The Food and Drug Administration (FDA) has approved a reduced dosing frequency of Tecvayli (teclistamab-cqyv) of 1.5 mg/kg every two weeks for patients with relapsed or refractory multiple myeloma who have achieved and maintained a complete response (CR; when the patient’s cancer completely disappears) or better for at least six months, according to a news release from drug manufacturer, Johnson and Johnson.
Tecvayli — the first BCMA-directed CD3 T-cell engager approved for this patient population, which binds to certain types of T cells, which find and attack the cancer — was originally approved by the FDA in October of 2022 for patients with relapsed or refractory multiple myeloma who received at least four prior lines of therapy, including a proteasome inhibitor, an immunomodulatory drug and an anti-CD38 monoclonal antibody. The approval was at a recommended dose of 0.06 mg/kg administered via subcutaneous injection on day 1; 0.3 mg/kg on day 4; and 1.5 mg/kg on day 7 followed by 1.5 mg/kg once weekly until disease progression or unacceptable toxicity.
“Tecvayli is the only BCMA-targeted immune-based therapy with weight-based dosing. Today’s approval of biweekly dosing for eligible patients will further enable clinicians to meet the individual needs of patients who may want flexibility in their dosing schedules,” said Dr. Rachel Kobos, vice president, oncology research and development, Johnson and Johnson Innovative Medicine, in a news release issued by the manufacturer. “As the first bispecific approved for the treatment of multiple myeloma, combined with the longest in-market experience by physicians, Tecvayli is another example of our commitment to pioneering cutting-edge research to help improve outcomes for patients with multiple myeloma.”
The reduced dosing approval was based on findings from the phase 1/2 MajesTEC-1 study. Findings presented at the 2023 American Society of Hematology Annual Meeting, showed that among 104 real-world patients — meaning those who were treated in clinics and not in a trial setting — showed the overall response rate (ORR; patients whose disease shrunk or disappeared from treatment) was 66%, versus 63% among patients in the MajesTEC-1 trial, with CR rates of 29% and 39.4%, respectively.

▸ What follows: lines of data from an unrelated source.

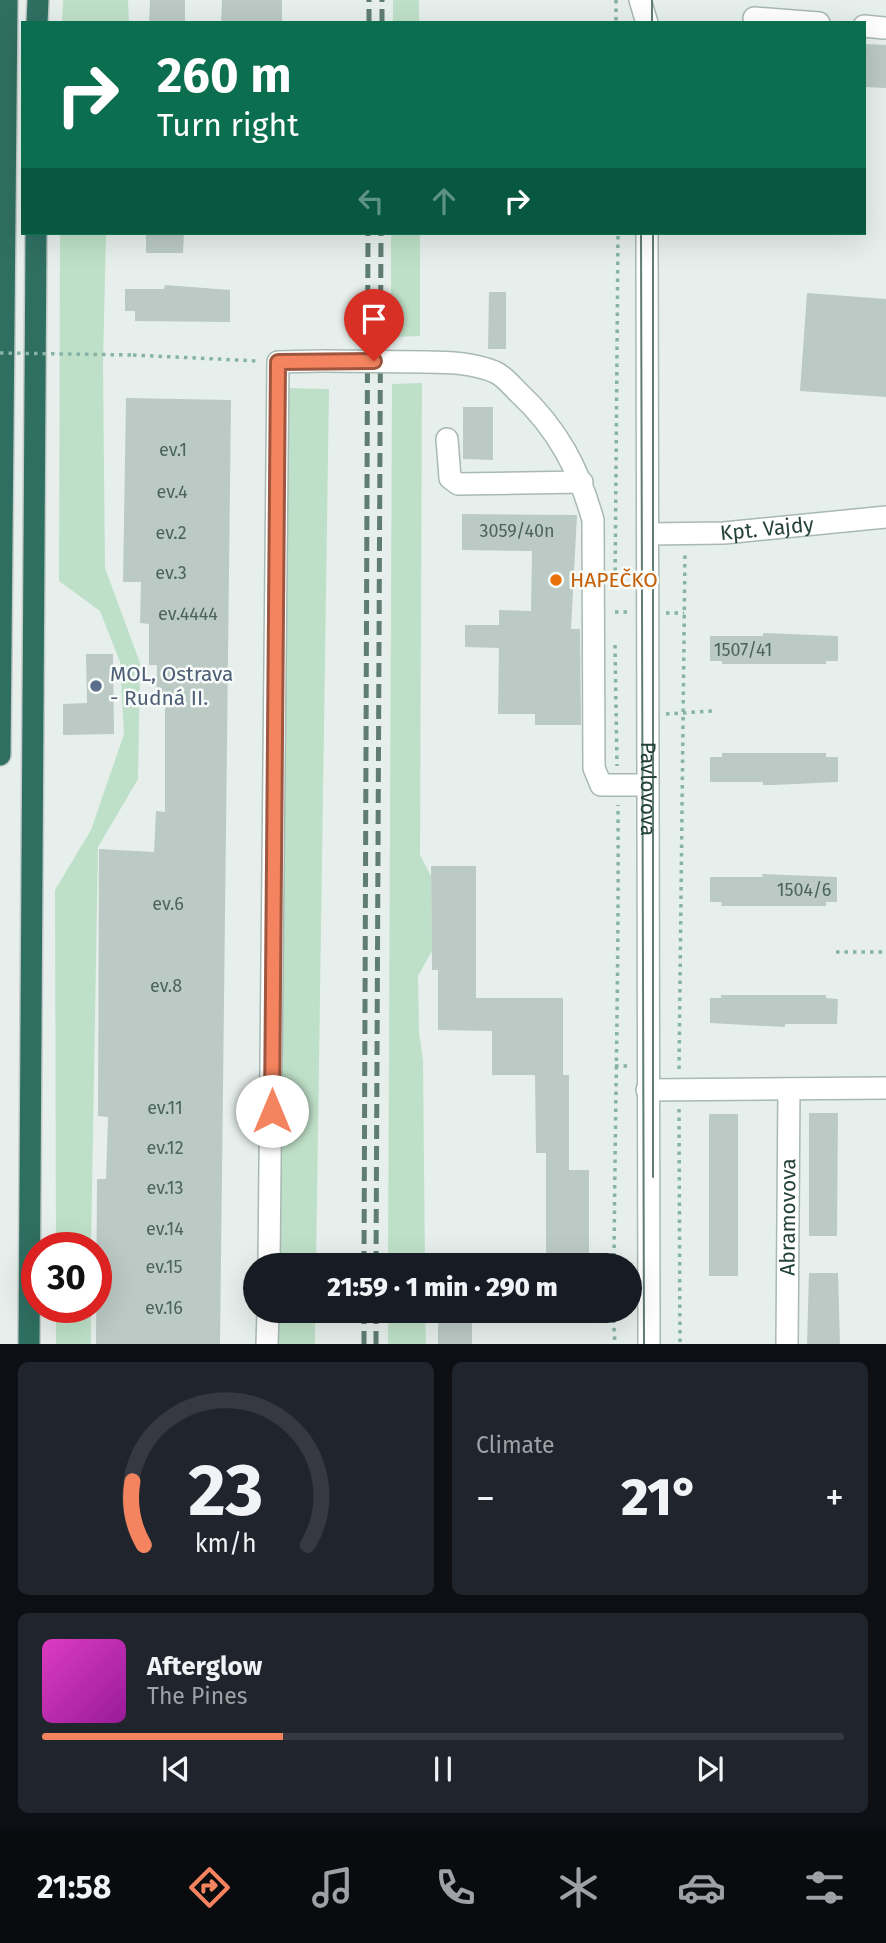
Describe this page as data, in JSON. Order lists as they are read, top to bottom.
{
  "streets": {
    "street": ["Kpt. Vajdy", "Pavlovova", "Abramovova"]
  },
  "crossings": [
    ["Kpt. Vajdy", "Pavlovova"]
  ],
  "places": ["HAPEČKO", "MOL, Ostrava - Rudná II."],
  "house_numbers": [
    "ev.1",
    "ev.4",
    "3059/40n",
    "ev.2",
    "ev.3",
    "ev.4444",
    "1507/41",
    "1504/6",
    "ev.6",
    "ev.8",
    "ev.11",
    "ev.12",
    "ev.13",
    "ev.14",
    "ev.15",
    "ev.16"
  ],
  "page": {
    "turn": ["260 m", "Turn right"],
    "limit": "30",
    "trip": "21:59 · 1 min · 290 m",
    "tile": "Climate",
    "heat": ["−", "21°", "+"],
    "song": ["Afterglow", "The Pines"],
    "tabs": "21:58",
    "gauge": ["23", "km/h"]
  }
}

The new indication, the manufacturer noted in its news release, was approved under accelerated approval based on response rate, and “continued approval for this indication may be contingent upon verification and description of clinical benefit in confirmatory trials.”
Johnson and Johnson reported that the most common side effects to Tecvayli, occurring in at least 20% of patients, included pyrexia (fever), cytokine release syndrome (a rapid release of proteins called cytokines in the blood which can lead to symptoms including nausea, fever, rash, headache, low blood pressure, rapid heartbeat and trouble breathing), musculoskeletal pain, injection site reaction, fatigue, upper respiratory tract infection, nausea, headache, pneumonia and diarrhea, while the most common grade 3 to 4 laboratory abnormalities in at least 20% of patients were decreased white blood cells including lymphocytes and neutrophils, decreased hemoglobin (a protein found in red blood cells) and decreased platelets.